Exactly as they appear, set down all of the records.

### Extracted data
####################
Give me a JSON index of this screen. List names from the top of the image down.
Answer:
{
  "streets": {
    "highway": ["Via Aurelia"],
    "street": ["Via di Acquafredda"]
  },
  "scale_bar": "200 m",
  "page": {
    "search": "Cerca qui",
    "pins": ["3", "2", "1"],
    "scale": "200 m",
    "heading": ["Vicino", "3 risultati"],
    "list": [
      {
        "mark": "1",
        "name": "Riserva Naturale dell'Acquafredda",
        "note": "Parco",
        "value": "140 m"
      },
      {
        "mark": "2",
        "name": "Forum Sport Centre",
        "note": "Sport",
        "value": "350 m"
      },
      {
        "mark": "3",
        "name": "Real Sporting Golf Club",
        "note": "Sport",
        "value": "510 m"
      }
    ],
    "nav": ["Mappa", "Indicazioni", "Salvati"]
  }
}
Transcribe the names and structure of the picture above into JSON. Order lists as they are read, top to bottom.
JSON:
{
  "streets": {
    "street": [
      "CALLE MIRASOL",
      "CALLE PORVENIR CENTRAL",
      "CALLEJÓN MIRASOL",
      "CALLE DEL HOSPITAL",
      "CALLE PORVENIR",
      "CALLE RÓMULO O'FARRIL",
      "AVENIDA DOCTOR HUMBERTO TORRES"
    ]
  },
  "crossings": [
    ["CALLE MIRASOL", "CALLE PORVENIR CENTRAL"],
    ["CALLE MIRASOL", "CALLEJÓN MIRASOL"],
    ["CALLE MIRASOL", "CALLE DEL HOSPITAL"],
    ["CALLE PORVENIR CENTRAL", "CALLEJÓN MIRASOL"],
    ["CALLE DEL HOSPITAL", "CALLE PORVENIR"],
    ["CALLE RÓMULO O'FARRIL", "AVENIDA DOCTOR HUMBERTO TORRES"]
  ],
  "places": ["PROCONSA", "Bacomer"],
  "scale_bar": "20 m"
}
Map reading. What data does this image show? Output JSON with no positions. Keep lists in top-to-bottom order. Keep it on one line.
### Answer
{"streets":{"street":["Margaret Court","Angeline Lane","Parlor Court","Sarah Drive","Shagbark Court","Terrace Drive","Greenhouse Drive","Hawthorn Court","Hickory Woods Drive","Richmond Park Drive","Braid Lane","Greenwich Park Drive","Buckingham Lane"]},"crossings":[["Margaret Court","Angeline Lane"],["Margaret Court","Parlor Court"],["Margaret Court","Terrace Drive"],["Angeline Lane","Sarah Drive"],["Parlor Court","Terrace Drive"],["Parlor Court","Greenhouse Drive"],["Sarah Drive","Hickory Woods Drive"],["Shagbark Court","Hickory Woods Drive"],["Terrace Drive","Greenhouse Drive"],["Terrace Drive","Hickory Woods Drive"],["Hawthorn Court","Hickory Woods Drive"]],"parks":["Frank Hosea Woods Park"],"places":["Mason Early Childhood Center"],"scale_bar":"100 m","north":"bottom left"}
####################
### Written response
Give me a JSON index of this screen. List names from the top of the image down.
Answer:
{
  "streets": {
    "highway": ["Via Aurelia"],
    "street": ["Via di Acquafredda"]
  },
  "scale_bar": "200 m",
  "page": {
    "search": "Cerca qui",
    "pins": ["3", "2", "1"],
    "scale": "200 m",
    "heading": ["Vicino", "3 risultati"],
    "list": [
      {
        "mark": "1",
        "name": "Riserva Naturale dell'Acquafredda",
        "note": "Parco",
        "value": "140 m"
      },
      {
        "mark": "2",
        "name": "Forum Sport Centre",
        "note": "Sport",
        "value": "350 m"
      },
      {
        "mark": "3",
        "name": "Real Sporting Golf Club",
        "note": "Sport",
        "value": "510 m"
      }
    ],
    "nav": ["Mappa", "Indicazioni", "Salvati"]
  }
}
Transcribe the names and structure of the picture above into JSON. Order lists as they are read, top to bottom.
JSON:
{
  "streets": {
    "street": [
      "CALLE MIRASOL",
      "CALLE PORVENIR CENTRAL",
      "CALLEJÓN MIRASOL",
      "CALLE DEL HOSPITAL",
      "CALLE PORVENIR",
      "CALLE RÓMULO O'FARRIL",
      "AVENIDA DOCTOR HUMBERTO TORRES"
    ]
  },
  "crossings": [
    ["CALLE MIRASOL", "CALLE PORVENIR CENTRAL"],
    ["CALLE MIRASOL", "CALLEJÓN MIRASOL"],
    ["CALLE MIRASOL", "CALLE DEL HOSPITAL"],
    ["CALLE PORVENIR CENTRAL", "CALLEJÓN MIRASOL"],
    ["CALLE DEL HOSPITAL", "CALLE PORVENIR"],
    ["CALLE RÓMULO O'FARRIL", "AVENIDA DOCTOR HUMBERTO TORRES"]
  ],
  "places": ["PROCONSA", "Bacomer"],
  "scale_bar": "20 m"
}
Map reading. What data does this image show? Output JSON with no positions. Keep lists in top-to-bottom order. Keep it on one line.
### Answer
{"streets":{"street":["Margaret Court","Angeline Lane","Parlor Court","Sarah Drive","Shagbark Court","Terrace Drive","Greenhouse Drive","Hawthorn Court","Hickory Woods Drive","Richmond Park Drive","Braid Lane","Greenwich Park Drive","Buckingham Lane"]},"crossings":[["Margaret Court","Angeline Lane"],["Margaret Court","Parlor Court"],["Margaret Court","Terrace Drive"],["Angeline Lane","Sarah Drive"],["Parlor Court","Terrace Drive"],["Parlor Court","Greenhouse Drive"],["Sarah Drive","Hickory Woods Drive"],["Shagbark Court","Hickory Woods Drive"],["Terrace Drive","Greenhouse Drive"],["Terrace Drive","Hickory Woods Drive"],["Hawthorn Court","Hickory Woods Drive"]],"parks":["Frank Hosea Woods Park"],"places":["Mason Early Childhood Center"],"scale_bar":"100 m","north":"bottom left"}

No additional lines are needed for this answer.